E i consumi ne hanno fatto le spese. Anche quelli alimentari (sebbene in misura minore).

Oggi la macchina sembra essersi rimessa in moto e la spesa alimentare oggi ha raggiunto il 14,3% sul totale dei consumi delle famiglie. Ecco quanto è emerso da “Il futuro dell’alimentazione: tra stili di vita contemporanei e nuovi modelli di fruizione”, la nuova ricerca Censis per Nestlé Italiana1 presentata dal direttore generale dell’Istituto, Massimiliano Valerii.

Ovviamente però il consumatore che sta rimettendo mano al borsellino ha assunto un profilo ben diverso da un tempo.

Sceglie in maniera sempre più soggettiva e si rivela pragmatico nelle scelte. A spingerlo alcuni specifici driver: funzionalità, qualità, sicurezza, eticità e italianità.

L’esito di questo mix è la scelta di prodotti diversi: dal cibo pronto e semipronto (utilizzato da oltre 31 milioni di italiani) ai cibi salutisti che siano “free from” o “plus” (26 milioni), dal take-away acquistato on line (19,4 milioni), al cibo dei distributori automatici (25,3 milioni).

E in ogni scelta non si muove a casaccio, ma si informa prima.
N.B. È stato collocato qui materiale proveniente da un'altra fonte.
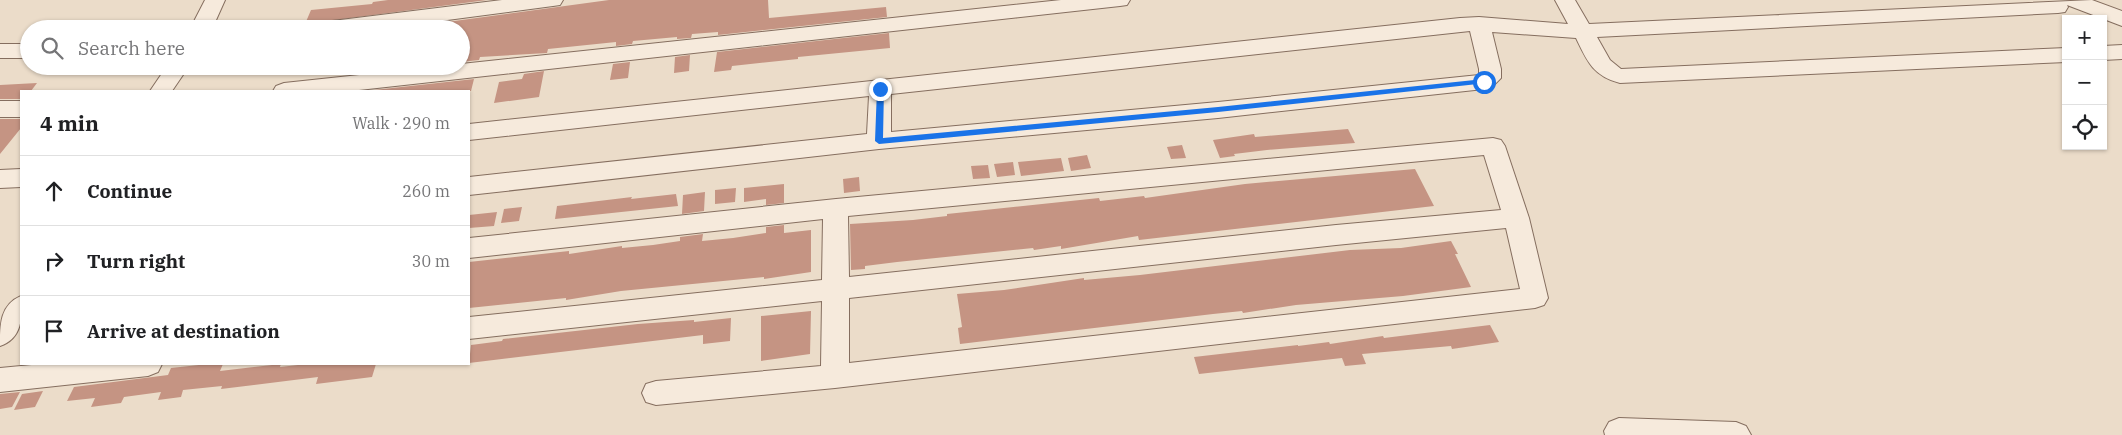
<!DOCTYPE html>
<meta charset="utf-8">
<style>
body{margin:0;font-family:"IBM Plex Serif",serif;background:#f2f2f2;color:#202124}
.controls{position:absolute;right:15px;top:15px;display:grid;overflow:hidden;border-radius:0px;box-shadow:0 1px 4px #0004}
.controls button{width:45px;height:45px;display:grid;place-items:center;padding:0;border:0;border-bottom:1px solid #e0e0e0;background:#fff;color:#202124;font:25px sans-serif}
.stop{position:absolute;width:15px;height:15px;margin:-11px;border:4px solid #1a73e8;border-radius:50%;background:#fff}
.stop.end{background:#1a73e8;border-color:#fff;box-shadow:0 1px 5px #0008}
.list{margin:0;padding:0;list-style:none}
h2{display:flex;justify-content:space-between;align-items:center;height:65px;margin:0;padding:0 20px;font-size:21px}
h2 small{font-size:16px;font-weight:400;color:#757577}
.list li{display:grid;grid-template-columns:32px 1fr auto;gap:15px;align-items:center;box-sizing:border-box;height:70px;padding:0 20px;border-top:1px solid #e0e0e0}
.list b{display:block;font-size:19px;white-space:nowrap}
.list em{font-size:16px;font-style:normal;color:#757577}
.icon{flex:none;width:28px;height:28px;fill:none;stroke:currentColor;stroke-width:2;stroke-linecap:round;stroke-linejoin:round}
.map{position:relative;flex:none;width:2122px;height:435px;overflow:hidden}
.search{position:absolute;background:#fff;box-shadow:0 1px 4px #0004;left:20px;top:20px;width:450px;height:55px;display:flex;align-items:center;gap:12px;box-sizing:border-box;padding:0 18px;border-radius:28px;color:#757577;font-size:19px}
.panel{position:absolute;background:#fff;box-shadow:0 1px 4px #0004;left:20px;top:90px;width:450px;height:275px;border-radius:0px}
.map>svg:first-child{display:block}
.building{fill:#c59483}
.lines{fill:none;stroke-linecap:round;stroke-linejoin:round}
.minor-casing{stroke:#856e5f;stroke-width:2}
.minor{fill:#f6eadc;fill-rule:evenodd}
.route{fill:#1a73e8}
</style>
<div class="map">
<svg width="2122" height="435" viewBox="0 0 2122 435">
<rect width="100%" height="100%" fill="#ebdcc9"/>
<!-- building -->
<path class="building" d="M388,0h99l-182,24 6,-14 61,-6 1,-2z
M609,0h159l1,18 117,-11 1,10 -169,18v-3l-26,2 -1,4 -14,1v-2l-44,4 -1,3 -16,2v-4l-68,7 -1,4 -67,4 -1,3 -18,2v-34l-66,1z
M889,33l1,15 -92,9v2l-66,7 -1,4 -17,2 3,-20z
M690,55l-1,16 -15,2 1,-16z
M630,62l-2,16 -18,2 3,-16z
M346,66h78l-77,8z
M544,71l-5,26 -45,6 5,-21 23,-3 2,-5z
M474,79l-3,12h-106z
M37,83l-6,8h-10v8h-21v-14z
M0,119h21v9l-21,26z
M1348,129l7,14 -88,7 -33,4 1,2 -15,2 -7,-18 41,-6 1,3z
M1182,145l4,13 -15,1 -4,-12z
M1087,155l4,13 -20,3 -3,-13z
M1061,158l3,13 -43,5 -3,-14z
M1013,162l2,13 -18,2 -3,-13z
M988,165l2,13 -17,1 -2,-13z
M1415,169l19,37 -295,34 -1,-4 -77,13v-3l-27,4 -1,-2 -136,14 -32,4v3l-14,1 -1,-46 63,-4 34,-4v-2l152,-16 1,3 44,-5 1,2 100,-14z
M859,177l1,14 -16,2 -1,-14z
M784,184v19l-18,2v-6l-22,3v-14z
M736,188l-1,14 -20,2v-14z
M705,192l-1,19 -22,3 1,-19z
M676,194l2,12 -123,13 2,-13 75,-9 -1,2z
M522,207l-3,14 -18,2 3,-14z
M497,212l-3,14 -25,2v-13z
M784,225v8l27,-3v42l-47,7v-2l-143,14 -55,9v-2l-97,10v-46l100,-11v3l53,-8v2l31,-3 27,-4v-4l23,-3 -1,7 31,-3 33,-5v-6z
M1451,241l7,13h-3l16,33 -68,9 -107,9 -53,8 -1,-2 -29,3 -253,30 -2,-16 4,-1 -5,-33 47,-4 80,-12v2l56,-5 210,-25 51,-2z
M811,311l-1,43 -49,7v-45z
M731,318l-1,23 -27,3v-9l-234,28 2,-18 31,-4 1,-2 135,-15 56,-4v2z
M1490,325l9,17 -47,7 -1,-3 -89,8 4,10 -21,2 -3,-8 -143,16 -5,-17 104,-12v1l31,-4 1,2 53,-8 1,2z
M208,364h15l-3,7 61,-7 -1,3 27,-3h69l-4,13 -56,7 2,-7 -97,12 1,-3 -39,4 -2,7 -23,3 3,-8 -37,5 -3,6 -30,4 4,-9 -28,3 7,-14 94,-12 3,-7z
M43,391l-8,16 -21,3 8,-16z
M20,392l-8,15 -12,2v-15z"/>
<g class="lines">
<!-- minor casing -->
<g class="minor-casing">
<path id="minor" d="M205,0h20l-13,29h-22z
M502,0h61l-3,5 -7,1 -174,23h-65l2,-5 8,-2z
M1061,0h69l-3,5 -7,1 -770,85h-77l3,-5 8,-3 160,-17h17v-2z
M1555,0h20l14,24 503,-24 30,11v15l-55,-21 1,2 -3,5 -7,1 -461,24 13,23 11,9 445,-21v14l-446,21c-27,-7 -33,-22 -44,-45l-84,-6 9,37v9l-9,9 -8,2 -266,29 -339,31 -410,46v-18l398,-43 2,-38 -400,44v-16l991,-106 19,-1 89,7zM1470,31l9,38v6l-261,27 -327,30v-38z
M0,44h29v14h-29z
M2122,45v14l-19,1v-14z
M167,66h22l-17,25h-22z
M0,101h21v16h-21z
M1493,138l8,2 4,6 24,72 19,80 -4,7 -9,3 -700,80 -179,17 -10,-3 -4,-9 4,-9 10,-3 165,-15 1,-65 -353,38v-22l353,-37 1,-61 -354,39v-20l367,-39zM1484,155l17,55 -165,15 -487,52 -1,-61zM1506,228l14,61 -671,74v-65l487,-53z
M21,169v18l-21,1v-18z
M21,296c1,21 2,42 -21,50 0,-22 0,-41 21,-50z
M42,364h120l-4,8 -10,4 -148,16v-24z
M1619,418l117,4 10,4 5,9h-146l-1,-4 5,-9z"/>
</g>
<!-- minor -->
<use href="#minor" class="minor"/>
</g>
<!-- route -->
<path class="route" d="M1484,79l3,1v3l-269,29 -339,32 -4,-3 2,-52 3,-3 4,3 -1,49 335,-31z"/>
</svg>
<div class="controls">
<button>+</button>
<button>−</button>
<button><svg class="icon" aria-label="locate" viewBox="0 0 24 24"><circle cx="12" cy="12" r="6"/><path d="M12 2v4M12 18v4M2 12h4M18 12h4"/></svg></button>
</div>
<div class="stop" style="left:1484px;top:82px"></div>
<div class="stop end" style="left:880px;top:89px"></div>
<div class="search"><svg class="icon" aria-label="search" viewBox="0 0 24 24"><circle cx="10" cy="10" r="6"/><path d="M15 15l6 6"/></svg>Search here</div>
<section class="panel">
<h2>4 min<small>Walk · 290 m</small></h2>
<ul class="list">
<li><svg class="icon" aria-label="ahead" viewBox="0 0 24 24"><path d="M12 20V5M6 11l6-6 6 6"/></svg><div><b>Continue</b></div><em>260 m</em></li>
<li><svg class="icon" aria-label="right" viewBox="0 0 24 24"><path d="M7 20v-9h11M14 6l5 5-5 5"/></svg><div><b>Turn right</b></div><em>30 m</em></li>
<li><svg class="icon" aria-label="arrive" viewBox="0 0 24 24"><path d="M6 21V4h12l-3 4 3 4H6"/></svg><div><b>Arrive at destination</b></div></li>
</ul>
</section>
</div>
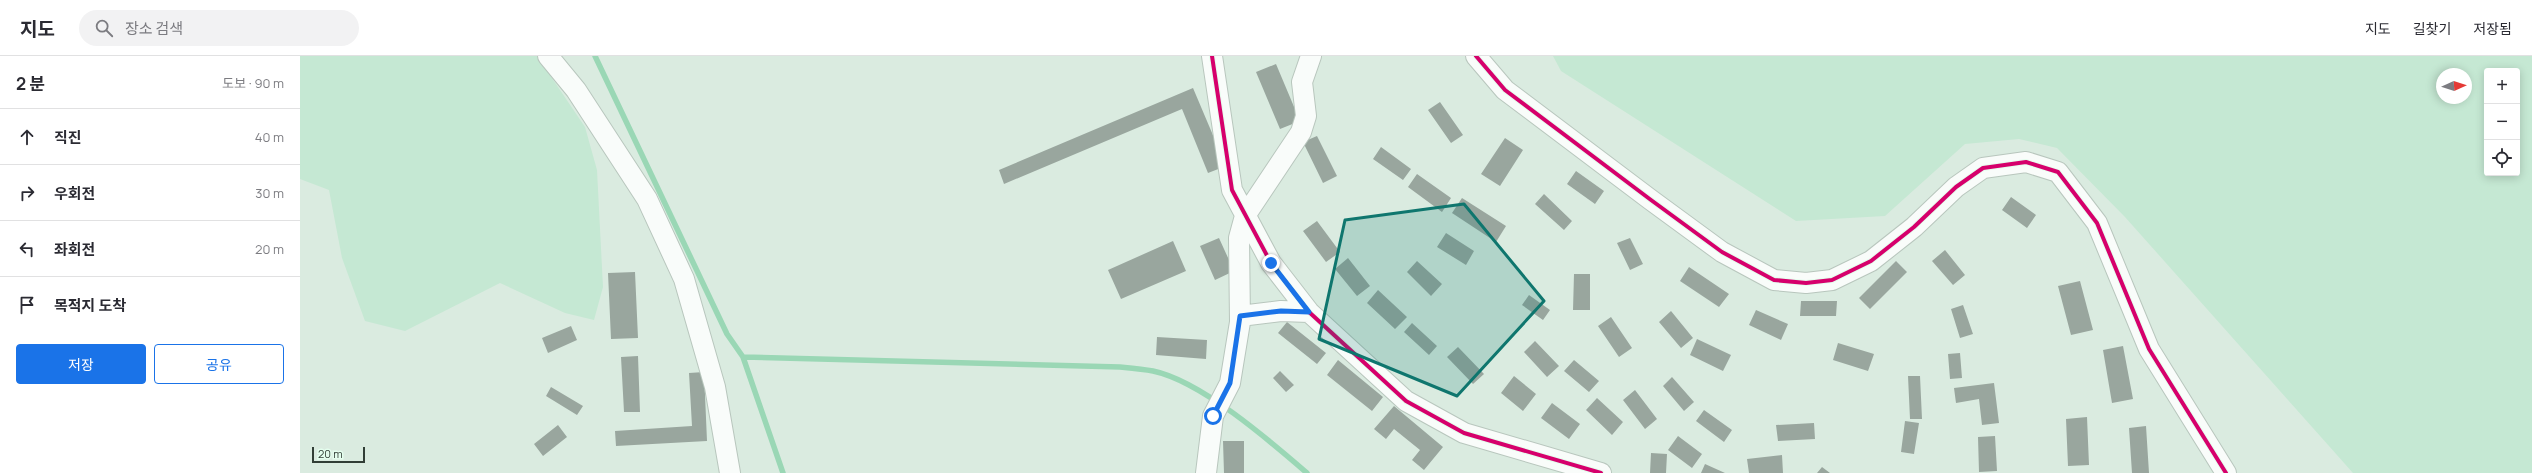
<!DOCTYPE html>
<html lang="ko">
<head>
<meta charset="utf-8">
<style>
  :root { --surface:#fff; --page:#f2f2f3; --text:#2b2b33; --muted:#7c7c81; --line:#e1e1e2; --accent:#1a73e8 }
  body { margin:0; font-family:Manrope,"Noto Sans KR",sans-serif; background:var(--page); color:var(--text) }
  .controls { position:absolute; right:12px; top:12px; display:grid; overflow:hidden; border-radius:4px; box-shadow:0 2px 10px #0003 }
  .controls button { width:36px; height:36px; display:grid; place-items:center; padding:0; border:0; border-bottom:1px solid var(--line); background:var(--surface); color:var(--text); font:20px sans-serif }
  .compass { position:absolute; left:2136px; top:12px; width:36px; height:36px; border-radius:50%; background:var(--surface); box-shadow:0 2px 10px #0003; rotate:87deg }
  .scale { position:absolute; left:12px; bottom:10px; width:53px; box-sizing:border-box; padding-left:4px; border:2px solid #313e36; border-top:0; font-size:11px; line-height:14px; white-space:nowrap; color:#313e36; -webkit-text-stroke:3px #e4feee; paint-order:stroke }
  .stop { position:absolute; width:12px; height:12px; margin:-9px; border:3px solid #1a73e8; border-radius:50%; background:#fff }
  .stop.end { background:#1a73e8; border-color:#fff; box-shadow:0 1px 4px #0008 }
  .list { margin:0; padding:0; list-style:none }
  h2 { display:flex; justify-content:space-between; align-items:center; height:52px; margin:0; padding:0 16px; font-size:17px }
  h2 small { font-size:13px; font-weight:400; color:var(--muted) }
  .list li { display:grid; grid-template-columns:26px 1fr auto; gap:12px; align-items:center; box-sizing:border-box; height:56px; padding:0 16px; border-top:1px solid var(--line) }
  .list b { display:block; font-size:15px; white-space:nowrap }
  .list em { font-size:13px; font-style:normal; color:var(--muted) }
  .actions { display:flex; gap:8px; padding:12px 16px }
  .actions a { flex:1; padding:9px 0; border:1px solid var(--accent); border-radius:4px; text-align:center; font-size:14px; color:var(--accent) }
  .actions .main { background:var(--accent); color:#fff }
  .icon { flex:none; width:22px; height:22px; fill:none; stroke:currentColor; stroke-width:2; stroke-linecap:round; stroke-linejoin:round }
  .map { position:relative; flex:none; width:2232px; height:417px; overflow:hidden }
  header { display:flex; align-items:center; gap:24px; box-sizing:border-box; height:56px; padding:0 20px; background:var(--surface); border-bottom:1px solid var(--line) }
  header strong { font-size:19px }
  nav { display:flex; gap:22px; margin-inline-start:auto; font-size:14px }
  .search { width:280px; height:36px; background:var(--page); display:flex; align-items:center; gap:10px; box-sizing:border-box; padding:0 14px; border-radius:22px; color:var(--muted); font-size:15px }
  main { display:flex }
  aside { flex:1; background:var(--surface) }
  .map>svg:first-child { display:block }
  .green { fill:#c5e8d3; fill-rule:evenodd }
  .lines { fill:none; stroke-linecap:round; stroke-linejoin:round }
  .stream { stroke:#9ad7b5; stroke-width:5.5 }
  .building { fill:#99a69e }
  .minor-casing { stroke:#b8c6bd; stroke-width:22 }
  .minor { stroke:#f9fcfa; stroke-width:20 }
  .cycleway-casing { stroke:#e4feee; stroke-width:6 }
  .cycleway { stroke:#d6006c; stroke-width:4 }
  .route { stroke:#1a73e8; stroke-width:5 }
  .marked { fill:#0f766e; fill-opacity:0.2; stroke:#0f766e; stroke-width:3; stroke-linejoin:round }
</style>
</head>
<body>
<header>
<strong>지도</strong>
<div class="search"><svg class="icon" aria-label="search" viewBox="0 0 24 24"><circle cx="10" cy="10" r="6"/><path d="M15 15l6 6"/></svg>장소 검색</div>
<nav><a>지도</a><a>길찾기</a><a>저장됨</a></nav>
</header>
<main>
<aside>
<h2>2 분<small>도보 · 90 m</small></h2>
<ul class="list">
<li><svg class="icon" aria-label="ahead" viewBox="0 0 24 24"><path d="M12 20V5M6 11l6-6 6 6"/></svg><div><b>직진</b></div><em>40 m</em></li>
<li><svg class="icon" aria-label="right" viewBox="0 0 24 24"><path d="M7 20v-9h11M14 6l5 5-5 5"/></svg><div><b>우회전</b></div><em>30 m</em></li>
<li><svg class="icon" aria-label="left" viewBox="0 0 24 24"><path d="M17 20v-9H6M10 6l-5 5 5 5"/></svg><div><b>좌회전</b></div><em>20 m</em></li>
<li><svg class="icon" aria-label="arrive" viewBox="0 0 24 24"><path d="M6 21V4h12l-3 4 3 4H6"/></svg><div><b>목적지 도착</b></div></li>
</ul>
<div class="actions"><a class="main">저장</a><a>공유</a></div>
</aside>
<div class="map">
<svg width="2232" height="417" viewBox="0 0 2232 417">
  <rect width="100%" height="100%" fill="#daebe0"/>
  <path class="green" d="M0 0H237L285 71 297 114 303 231 294 264 265 257 200 227 105 275 65 265 42 202 29 134 0 123Z
    M1253 0H2232V417H2053L1825 161 1757 92 1719 83 1665 88 1585 160 1496 165 1261 15ZM2187 15H2217V117H2187ZM2142 18H2166V42H2142Z"/>
  <g class="lines">
    <path class="stream" d="M295 0 427 278 443 301 820 311C831 312 843 313 853 315 901 325 970 385 1007 417
      M443 301 483 417"/>
  </g>
  <path class="building" d="M976 8 1000 65 980 73 956 16Z
    M893 32 926 110 908 117 882 53 704 128 699 114Z
    M1140 46 1163 79 1151 87 1128 54Z
    M1017 80 1037 120 1023 127 1003 86Z
    M1205 82 1223 94 1200 130 1181 118Z
    M1081 91 1111 113 1103 124 1073 103Z
    M1276 115 1304 135 1295 148 1267 128Z
    M1117 118 1151 142 1142 156 1108 131Z
    M1244 138 1272 165 1264 174 1235 148Z
    M1711 141 1736 159 1727 172 1702 154Z
    M1162 142 1206 170 1196 186 1152 157Z
    M1017 165 1040 196 1026 206 1003 175Z
    M1146 177 1174 195 1166 209 1137 191Z
    M919 182 934 215 915 224 900 190Z
    M1330 182 1343 208 1330 214 1317 187Z
    M873 185 886 215 821 243 808 214Z
    M1645 194 1665 219 1653 229 1632 205Z
    M1048 202 1070 230 1057 240 1035 213Z
    M1117 205 1142 228 1131 240 1107 216Z
    M1596 205 1607 216 1570 253 1559 242Z
    M1389 211 1429 238 1419 251 1380 225Z
    M335 216 338 282 311 283 308 217Z
    M1274 218H1290V254H1273Z
    M1780 225 1793 274 1771 279 1758 230Z
    M1078 234 1107 261 1095 273 1067 247Z
    M1229 239 1250 254 1243 264 1222 249Z
    M1501 245H1537L1536 260H1500Z
    M1663 249 1673 278 1660 282 1651 253Z
    M1456 254 1488 268 1481 284 1449 269Z
    M1371 255 1393 282 1381 292 1359 266Z
    M1311 261 1332 292 1319 301 1298 270Z
    M987 266 1026 297 1017 308 978 277Z
    M1112 267 1137 290 1129 299 1104 276Z
    M271 270 277 284 248 297 242 282Z
    M857 281 907 284 906 303 856 299Z
    M1397 283 1431 299 1423 315 1390 299Z
    M1235 285 1259 310 1247 321 1224 296Z
    M1538 287 1574 298 1568 315 1533 304Z
    M1823 290 1833 343 1812 347 1803 294Z
    M1158 291 1184 318 1173 328 1147 301Z
    M1660 297 1662 322 1650 323 1648 298Z
    M338 300 340 356H324L321 301Z
    M1038 304 1083 341 1072 355 1027 319Z
    M1274 304 1299 325 1289 336 1264 315Z
    M980 315 994 329 986 336 973 322Z
    M404 316 407 385 316 390 315 375 392 370 389 317Z
    M1214 320 1236 338 1223 355 1201 337Z
    M1608 320H1620L1622 363H1610Z
    M1372 321 1394 346 1384 355 1363 330Z
    M1694 327 1699 367 1682 369 1679 343 1656 347 1654 332Z
    M251 331 283 350 277 359 246 340Z
    M1335 334 1357 363 1345 373 1323 344Z
    M1297 342 1323 366 1312 379 1286 354Z
    M1252 347 1280 368 1269 383 1241 362Z
    M1094 350 1143 391 1124 414 1112 404 1120 394 1094 373 1086 383 1074 373Z
    M1404 354 1432 374 1424 386 1396 365Z
    M1787 361 1789 409 1768 410 1766 363Z
    M1605 365 1619 367 1614 398 1601 396Z
    M1514 367 1515 383 1478 385 1476 369Z
    M258 369 267 381 243 400 234 388Z
    M1846 370 1849 417H1832L1829 372Z
    M1378 380 1402 398 1392 412 1368 394Z
    M1695 380 1697 415 1679 416 1678 381Z
    M923 385H944V417H924Z
    M1351 397 1367 398 1366 417H1350Z
    M1482 399 1483 417H1449L1447 403Z
    M1405 408 1425 417H1401Z
    M1522 411 1530 417H1517Z"/>
  <g class="lines">
    <g class="minor-casing">
      <path id="minor" d="M248 0 276 34 347 143 384 223 415 331 430 417
        M912 0 932 134 971 207 1009 256 1106 345 1164 377 1301 417
        M1176 0 1205 34 1351 144 1422 196 1474 224 1506 227 1532 224 1571 205 1614 171 1656 131 1683 112 1726 106 1758 116 1797 167 1849 293 1926 417
        M940 260 981 255 1009 256
        M906 417 913 360 930 327 940 266 939 182 945 160 1001 76 1006 60 1002 26 1011 0"/>
    </g>
    <use href="#minor" class="minor"/>
    <g class="cycleway-casing">
      <path id="cycleway" d="M912 0 932 134 971 207 1009 256 1106 345 1164 377 1301 417
        M1176 0 1205 34 1351 144 1422 196 1474 224 1506 227 1532 224 1571 205 1614 171 1656 131 1683 112 1726 106 1758 116 1797 167 1849 293 1926 417"/>
    </g>
    <use href="#cycleway" class="cycleway"/>
  </g>
  <g class="lines">
    <path class="route" d="M913 360 930 327 940 260 981 255 1009 256 971 207"/>
  </g>
  <path class="marked" d="M1164 148 1244 245 1157 340 1019 283 1045 164Z"/>
</svg>
<div class="controls">
<button>+</button>
<button>−</button>
<button><svg class="icon" aria-label="locate" viewBox="0 0 24 24"><circle cx="12" cy="12" r="6"/><path d="M12 2v4M12 18v4M2 12h4M18 12h4"/></svg></button>
</div>
<svg class="compass" viewBox="-18 -18 36 36"><path d="M0-13l5 13h-10z" fill="#e53935"/><path d="M0 13l5-13h-10z" fill="#7c7c81"/></svg>
<div class="scale">20 m</div>
<div class="stop" style="left:913px;top:360px"></div>
<div class="stop end" style="left:971px;top:207px"></div>
</div>
</main>
</body>
</html>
Sul web soprattutto (con una media del 57%, che sale al 74,2% nel caso dei Millennial).

In rete si cercano e si verificano i requisiti ritenuti veramente validi e in questo la mallevadoria della marca gioca un ruolo ancora molto importante: “Gli italiani – spiega infatti Valerii – compresi i Millennial, sono disposti a pagare di più per il prodotto di marca, soprattutto quando comprano alimenti salutistici (71,1%), cibi pronti o semipronti (69,6%), prodotti nei distributori automatici 71,3%)”.

Perché la Marca è strettamente collegata al concetto di reputazione, e la reputazione è un concetto molto importante al punto che per il 35% degli italiani vale più del prezzo.

L’italianità all’estero

Se il made in Italy è importante per noi italiani, anche all’estero ha ormai assunto un ruolo interessante. Dalla ricerca Censis, emerge infatti che l’esportazione di prodotti (food e beverage) italiani nel 2016 ha toccato quota 31,3 miliardi, crescendo dal 2010 al 2016 del 41,5% e solo in un anno (dal 2015 al 2016) del 3,5%.

E non sono solo i Paesi “storici” (estimatori assodati delle nostre produzioni) ad apprezzare i nostri prodotti: è infatti sorprendente la crescente attenzione che molti paesi asiatici rivolgono ormai al made in Italy.

E questa logica conseguenza della globalizzazione, non è certo a senso unico, ma si riverbera anche nel nostro paese. E ben lo dimostra l’andamento del carrello etnico che anche in Italia è sempre più ricco (cresce infatti dell’8% nel primo semestre del 2016). Un esempio per tutti ce lo fornisce il sushi che nei primi sei mesi del 2016 in GDO ha sviluppato un giro d’affari di 31,3 milioni di euro.